The order goes on to proscribe additional shut-downs in effect for various other sorts of venues and outlines that all of the closures and new rules will go into effect at 8 p.m.
As for people and businesses who refuse? The order offers the NYPD various ways to force compliance.
“In the event that establishments violate the terms of this Executive Order, there are several enforcement options,” the order notes—keying those options toward patrons and operators of drinking and dining businesses. Those options range from a summons for disorderly conduct to being arrested for the same misdemeanor.
The order notes: “If patrons refuse to leave the establishment, they may be issued a summons [for] refusing a lawful order to disperse.”
“Patrons who act disorderly or impede Members of the Service from carrying out the directives” of the order will be “subject to arrest,” the document continues.
Violations will be treated as crimes under the emergency statute of New York City–and are punishable by up to three months in prison and/or a $500 fine. Police also have the authority to claim such rule-breaking as a violation of New York State Law–which could result in a year in jail and/or three years probation and/or a $1,000 fine.
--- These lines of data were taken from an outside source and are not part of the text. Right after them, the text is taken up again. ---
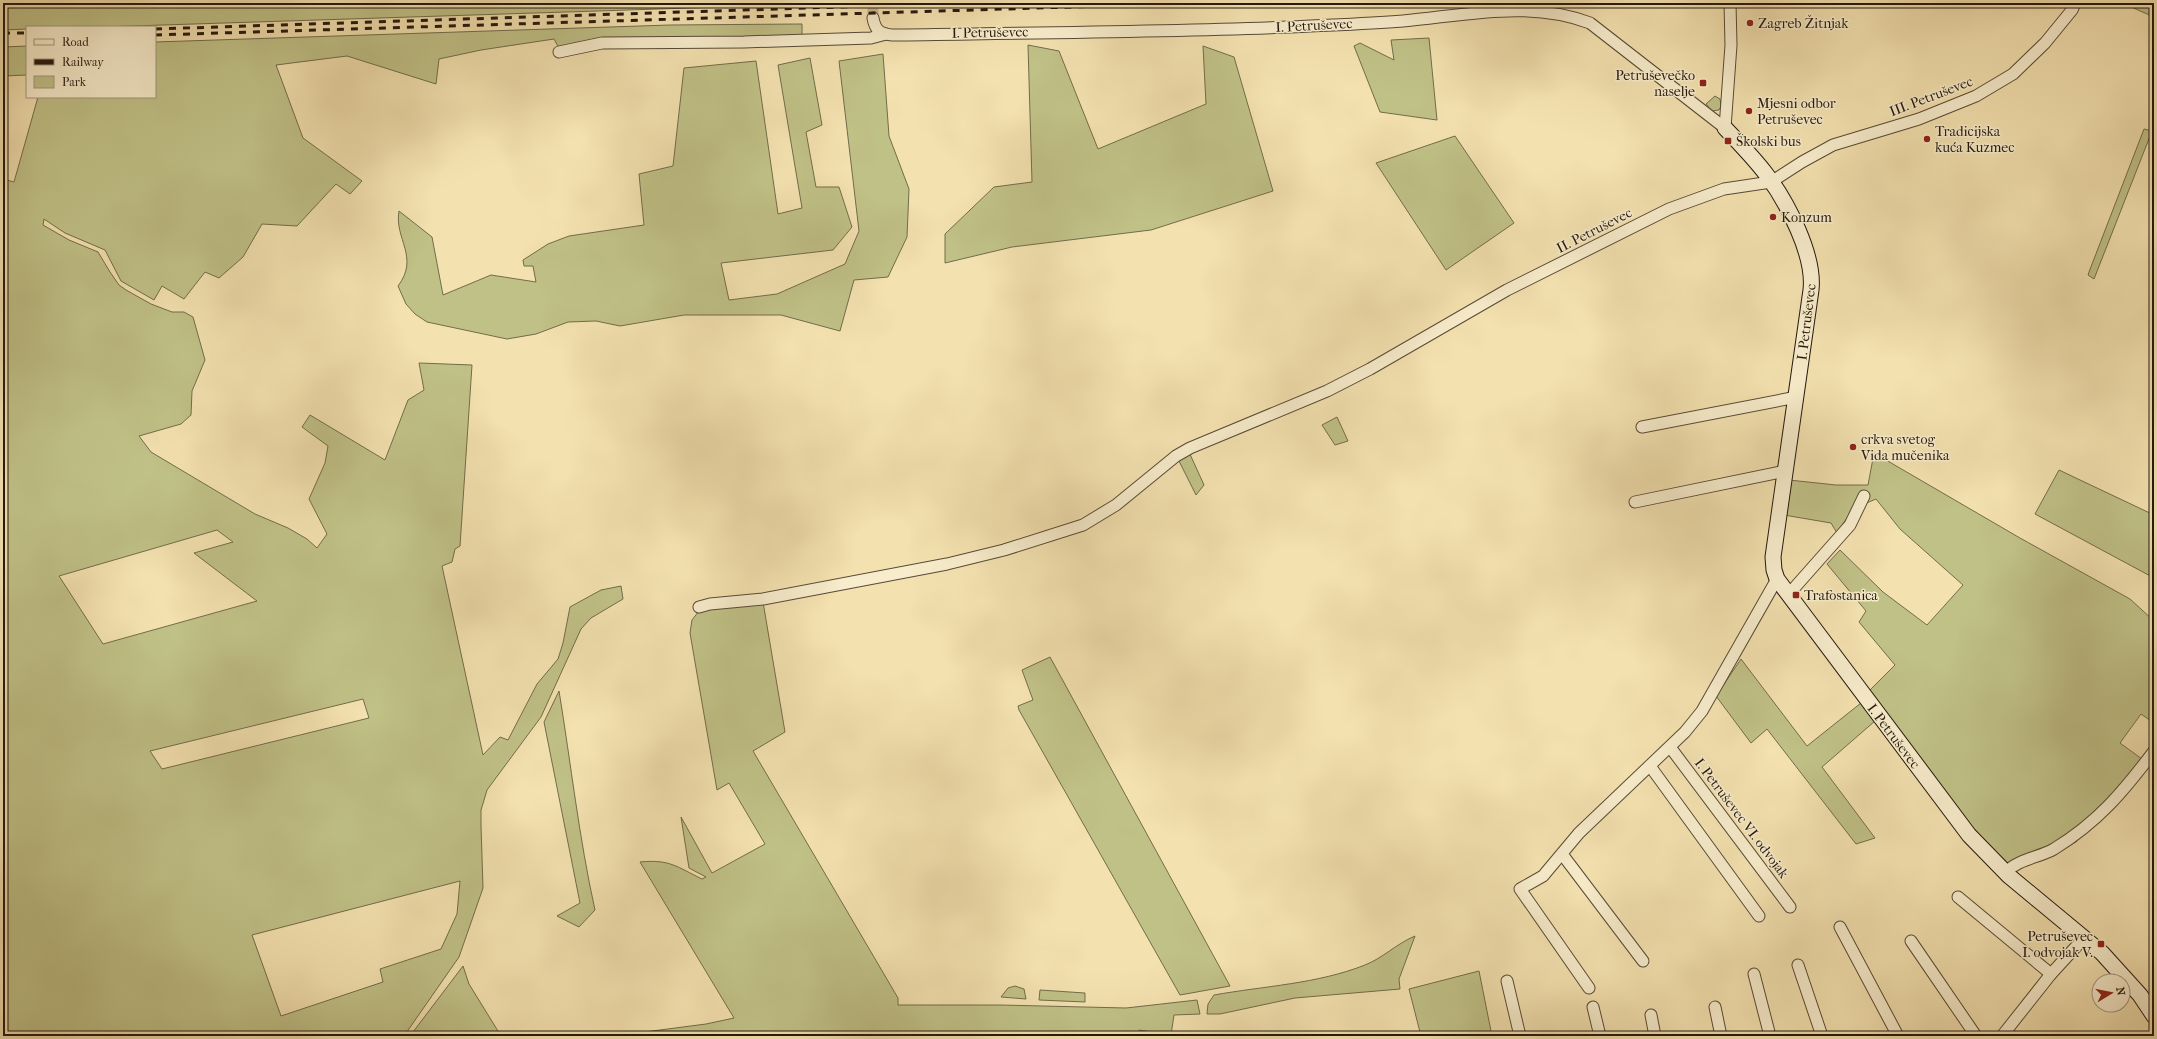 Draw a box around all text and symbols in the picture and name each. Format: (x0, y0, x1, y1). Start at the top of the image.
place label: Zagreb Žitnjak (1758, 14, 1849, 32)
street label: I. Petruševec (1275, 15, 1353, 36)
marker: Zagreb Žitnjak (1745, 18, 1755, 28)
street label: I. Petruševec (951, 23, 1029, 42)
legend (26, 26, 156, 98)
text: Road (62, 35, 89, 49)
text: Railway (62, 55, 104, 69)
place label: Petruševečko naselje (1615, 67, 1695, 100)
street label: III. Petruševec (1887, 73, 1975, 120)
text: Park (62, 75, 87, 89)
marker: Petruševečko naselje (1698, 78, 1708, 88)
place label: Mjesni odbor Petruševec (1757, 95, 1836, 128)
marker: Mjesni odbor Petruševec (1744, 106, 1754, 116)
place label: Tradicijska kuća Kuzmec (1935, 123, 2014, 156)
place label: Školski bus (1736, 132, 1801, 150)
marker: Tradicijska kuća Kuzmec (1922, 134, 1932, 144)
marker: Školski bus (1723, 136, 1733, 146)
street label: II. Petruševec (1554, 204, 1635, 257)
place label: Konzum (1781, 209, 1832, 226)
marker: Konzum (1768, 212, 1778, 222)
street label: I. Petruševec (1793, 283, 1820, 361)
place label: crkva svetog Vida mučenika (1860, 431, 1950, 464)
marker: crkva svetog Vida mučenika (1848, 442, 1858, 452)
place label: Trafostanica (1804, 587, 1878, 604)
marker: Trafostanica (1791, 590, 1801, 600)
street label: I. Petruševec (1864, 700, 1924, 772)
street label: I. Petruševec VI. odvojak (1691, 755, 1793, 882)
place label: Petruševec I. odvojak V. (2022, 928, 2093, 961)
marker: Petruševec I. odvojak V. (2096, 939, 2106, 949)
north arrow (2091, 973, 2131, 1013)
text: N (2113, 986, 2128, 997)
Another power available to the NYPD is to tell people to leave if it appears that any given venue is presently over capacity—and the ability to shut down businesses that refuse to comply.
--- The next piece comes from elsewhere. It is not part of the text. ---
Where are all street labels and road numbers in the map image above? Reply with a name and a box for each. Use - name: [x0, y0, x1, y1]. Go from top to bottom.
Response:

”Members of the Service are authorized to order establishments to be vacated or to rectify the violation, such as ceasing in-house dining but permitting take-out service to continue,” the Monday order notes.
“While the [NYPD] typically does not issue [such] summonses for [such] misdemeanors, doing so is permitted by law,” the directive goes on–eschewing leniency due to the circumstances. “If the operator fails to comply with an order to correct the violation or vacate the premises, the operator may be arrested and issued a [Desk Appearance Ticket].”